During the first week of our course, we opened up our discussions on the Islamic faith utilizing the cultural studies approach. We focused on the role of the arts as tool to engage with differences in people. This approach allows for a more personal connection with the faith, rather than monolithic generalizations many unfamiliar people are prone to make. Just as important as religious literacy, is literacy of social, political, and economic, contexts of Muslim communities, which are crucial to understanding how different environments shape people’s interpretations and views of Islam. Rather than simply asking, “What does Islam say about such and such?”, we should ask “Whose Islam are we talking about?”, “What is the context of the people we are discussing?”, and “What tools are they using to interpret the faith?” By focusing on individuals, communities, and cultures we can begin to break hegemonic and monolithic norms of Islam that exist due to patriarchal power structures, politicization, Arabization, and other factors.
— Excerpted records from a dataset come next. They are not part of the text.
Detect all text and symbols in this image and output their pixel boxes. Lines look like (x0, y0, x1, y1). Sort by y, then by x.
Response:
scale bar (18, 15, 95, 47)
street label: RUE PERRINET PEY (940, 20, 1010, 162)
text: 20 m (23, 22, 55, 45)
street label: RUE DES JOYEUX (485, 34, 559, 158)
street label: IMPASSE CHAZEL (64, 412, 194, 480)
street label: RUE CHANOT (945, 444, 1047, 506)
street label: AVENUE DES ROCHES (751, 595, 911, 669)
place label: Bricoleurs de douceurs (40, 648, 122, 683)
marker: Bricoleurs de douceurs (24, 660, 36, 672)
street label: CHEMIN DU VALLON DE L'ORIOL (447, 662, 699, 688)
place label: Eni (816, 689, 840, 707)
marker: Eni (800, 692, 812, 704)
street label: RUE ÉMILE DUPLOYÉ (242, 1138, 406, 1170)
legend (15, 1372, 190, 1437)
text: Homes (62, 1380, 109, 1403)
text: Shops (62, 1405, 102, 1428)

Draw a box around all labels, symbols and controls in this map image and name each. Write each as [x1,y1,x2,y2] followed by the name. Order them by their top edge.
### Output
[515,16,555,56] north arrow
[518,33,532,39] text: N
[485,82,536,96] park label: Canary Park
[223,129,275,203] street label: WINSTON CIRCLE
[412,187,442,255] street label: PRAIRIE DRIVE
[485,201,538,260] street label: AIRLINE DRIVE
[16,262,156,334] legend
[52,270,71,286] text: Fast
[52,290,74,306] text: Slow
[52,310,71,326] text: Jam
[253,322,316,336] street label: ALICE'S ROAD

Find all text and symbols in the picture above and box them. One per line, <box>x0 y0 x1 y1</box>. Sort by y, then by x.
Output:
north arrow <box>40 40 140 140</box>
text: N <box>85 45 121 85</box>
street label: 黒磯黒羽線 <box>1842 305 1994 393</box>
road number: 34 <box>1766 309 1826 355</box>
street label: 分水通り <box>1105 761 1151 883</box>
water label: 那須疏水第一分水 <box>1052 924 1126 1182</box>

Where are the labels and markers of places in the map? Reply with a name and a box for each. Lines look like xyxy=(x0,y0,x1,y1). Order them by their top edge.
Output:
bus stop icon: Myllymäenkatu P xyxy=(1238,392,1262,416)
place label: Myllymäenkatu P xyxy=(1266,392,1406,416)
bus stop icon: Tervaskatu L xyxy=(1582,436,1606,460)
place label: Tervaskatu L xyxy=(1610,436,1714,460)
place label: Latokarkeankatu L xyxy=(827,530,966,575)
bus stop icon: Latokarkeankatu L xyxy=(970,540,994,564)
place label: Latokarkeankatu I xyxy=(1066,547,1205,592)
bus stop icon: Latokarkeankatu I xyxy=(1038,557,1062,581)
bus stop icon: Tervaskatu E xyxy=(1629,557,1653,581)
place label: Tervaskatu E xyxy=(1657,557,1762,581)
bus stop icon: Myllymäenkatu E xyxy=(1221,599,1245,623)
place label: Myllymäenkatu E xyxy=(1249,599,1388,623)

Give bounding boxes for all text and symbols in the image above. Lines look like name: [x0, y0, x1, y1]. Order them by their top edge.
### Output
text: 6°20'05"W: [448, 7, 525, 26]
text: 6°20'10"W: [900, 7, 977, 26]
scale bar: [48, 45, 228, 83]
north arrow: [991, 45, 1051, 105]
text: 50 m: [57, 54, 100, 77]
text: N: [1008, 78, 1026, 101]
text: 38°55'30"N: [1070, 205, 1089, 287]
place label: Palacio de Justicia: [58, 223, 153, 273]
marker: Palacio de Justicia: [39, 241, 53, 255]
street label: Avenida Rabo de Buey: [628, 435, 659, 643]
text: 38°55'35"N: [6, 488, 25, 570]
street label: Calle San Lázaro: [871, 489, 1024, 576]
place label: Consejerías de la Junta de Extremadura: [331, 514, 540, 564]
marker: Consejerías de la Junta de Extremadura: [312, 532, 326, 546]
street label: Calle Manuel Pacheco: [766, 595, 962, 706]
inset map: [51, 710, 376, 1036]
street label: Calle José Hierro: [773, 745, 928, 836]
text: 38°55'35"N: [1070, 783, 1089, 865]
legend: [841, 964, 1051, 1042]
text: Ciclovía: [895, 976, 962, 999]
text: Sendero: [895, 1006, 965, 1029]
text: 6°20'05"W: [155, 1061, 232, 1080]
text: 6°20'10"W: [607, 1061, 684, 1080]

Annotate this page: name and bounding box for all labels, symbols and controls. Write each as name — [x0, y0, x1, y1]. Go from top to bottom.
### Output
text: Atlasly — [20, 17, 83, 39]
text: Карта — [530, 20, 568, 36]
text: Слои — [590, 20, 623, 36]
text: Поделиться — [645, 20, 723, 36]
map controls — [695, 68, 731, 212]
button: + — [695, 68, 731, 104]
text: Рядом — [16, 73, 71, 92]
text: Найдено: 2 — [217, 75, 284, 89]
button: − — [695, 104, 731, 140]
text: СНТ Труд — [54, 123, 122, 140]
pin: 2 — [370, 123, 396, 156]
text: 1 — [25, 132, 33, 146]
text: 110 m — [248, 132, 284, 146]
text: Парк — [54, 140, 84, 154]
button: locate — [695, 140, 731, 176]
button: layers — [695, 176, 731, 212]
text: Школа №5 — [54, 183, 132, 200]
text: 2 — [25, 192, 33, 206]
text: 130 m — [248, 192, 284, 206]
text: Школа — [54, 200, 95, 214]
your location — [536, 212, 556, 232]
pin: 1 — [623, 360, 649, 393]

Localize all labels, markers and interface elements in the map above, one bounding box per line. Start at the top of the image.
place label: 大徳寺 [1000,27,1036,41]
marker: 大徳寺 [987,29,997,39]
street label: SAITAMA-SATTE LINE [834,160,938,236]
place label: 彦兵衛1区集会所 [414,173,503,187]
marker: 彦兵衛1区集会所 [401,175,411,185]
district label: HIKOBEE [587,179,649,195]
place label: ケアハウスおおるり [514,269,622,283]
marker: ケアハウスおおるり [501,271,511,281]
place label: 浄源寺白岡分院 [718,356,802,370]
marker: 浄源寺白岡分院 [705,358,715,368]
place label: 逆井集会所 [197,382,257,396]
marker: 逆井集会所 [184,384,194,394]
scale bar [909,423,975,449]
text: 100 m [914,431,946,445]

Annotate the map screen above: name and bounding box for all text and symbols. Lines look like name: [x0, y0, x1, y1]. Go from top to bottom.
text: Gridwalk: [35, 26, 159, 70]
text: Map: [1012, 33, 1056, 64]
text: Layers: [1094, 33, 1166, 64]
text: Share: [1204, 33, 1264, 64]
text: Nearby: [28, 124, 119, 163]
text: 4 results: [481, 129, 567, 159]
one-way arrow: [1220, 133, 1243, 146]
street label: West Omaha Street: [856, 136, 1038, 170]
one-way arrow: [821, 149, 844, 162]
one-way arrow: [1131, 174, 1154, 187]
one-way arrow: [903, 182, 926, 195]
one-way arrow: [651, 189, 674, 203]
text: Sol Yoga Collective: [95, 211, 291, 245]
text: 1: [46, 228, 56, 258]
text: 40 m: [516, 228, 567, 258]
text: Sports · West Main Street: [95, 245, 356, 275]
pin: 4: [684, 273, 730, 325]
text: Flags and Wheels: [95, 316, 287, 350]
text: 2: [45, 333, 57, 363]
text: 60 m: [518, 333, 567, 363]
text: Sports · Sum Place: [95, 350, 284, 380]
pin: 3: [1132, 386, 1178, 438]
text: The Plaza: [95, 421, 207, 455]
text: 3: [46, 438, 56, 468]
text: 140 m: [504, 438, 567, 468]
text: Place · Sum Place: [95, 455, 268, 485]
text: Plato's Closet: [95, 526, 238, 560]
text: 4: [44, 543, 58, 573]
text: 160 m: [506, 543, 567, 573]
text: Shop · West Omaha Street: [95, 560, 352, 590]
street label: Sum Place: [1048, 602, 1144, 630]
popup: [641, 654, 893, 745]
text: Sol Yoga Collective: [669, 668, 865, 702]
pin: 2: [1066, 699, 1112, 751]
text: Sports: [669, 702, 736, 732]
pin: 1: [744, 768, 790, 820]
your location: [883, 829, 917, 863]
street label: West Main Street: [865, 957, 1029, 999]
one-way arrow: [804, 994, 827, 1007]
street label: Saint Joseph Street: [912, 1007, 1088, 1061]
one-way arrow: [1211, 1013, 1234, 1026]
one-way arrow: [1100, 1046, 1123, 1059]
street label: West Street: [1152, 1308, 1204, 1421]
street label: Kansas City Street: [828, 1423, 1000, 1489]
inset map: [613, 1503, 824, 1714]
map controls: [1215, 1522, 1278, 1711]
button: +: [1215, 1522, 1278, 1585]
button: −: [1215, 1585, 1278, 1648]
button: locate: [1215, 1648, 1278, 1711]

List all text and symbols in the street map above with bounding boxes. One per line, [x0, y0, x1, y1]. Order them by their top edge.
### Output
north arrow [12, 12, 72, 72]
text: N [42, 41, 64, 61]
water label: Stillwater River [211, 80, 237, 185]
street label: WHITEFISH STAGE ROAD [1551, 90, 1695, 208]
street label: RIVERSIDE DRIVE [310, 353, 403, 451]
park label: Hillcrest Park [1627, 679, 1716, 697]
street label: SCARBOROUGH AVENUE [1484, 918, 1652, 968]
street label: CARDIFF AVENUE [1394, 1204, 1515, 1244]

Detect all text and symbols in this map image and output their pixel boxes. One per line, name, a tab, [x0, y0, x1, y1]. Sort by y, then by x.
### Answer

In all facets of life, humans are hard-wired to see differences, be they the colors of our skin, the shapes of our bodies, or the foods we eat. This predisposition is incredibly pronounced when engaging with religious and cultural differences. In our rapidly globalizing world, where differences are literally and metaphorically staring us in face within our societies, it is extremely crucial to approach religious discourse from a pluralistic viewpoint. Religious pluralism, is a multidimensional term that refers to the acceptance and freedom of religion provided within a community setting. It also refers to the idea that various truths exist within multiple faiths, simply in different forms and applied to different contexts and cultures. Simply because we are used to thinking a certain type of way does not negate different communities of interpretation.
As referenced during our play, our various faith communities have deep, intrinsic value systems that are far more similar than they are different. The sooner we begin embracing those values, the sooner we will realize it is not about what specific faith we adhere to, but how we express that faith in our interactions with our fellow humans that give it true value.
And Allah knows best.
P.S. In light of my entire post, I understand how the above statement looks at first glance. It is in no way a negation of other communities’ interpretations of the ultimate truth. It is merely my way of acknowledging my human fallacy as well as my deference to an Omniscient Being. I don’t have all the answers. But I will do my best to seek them out.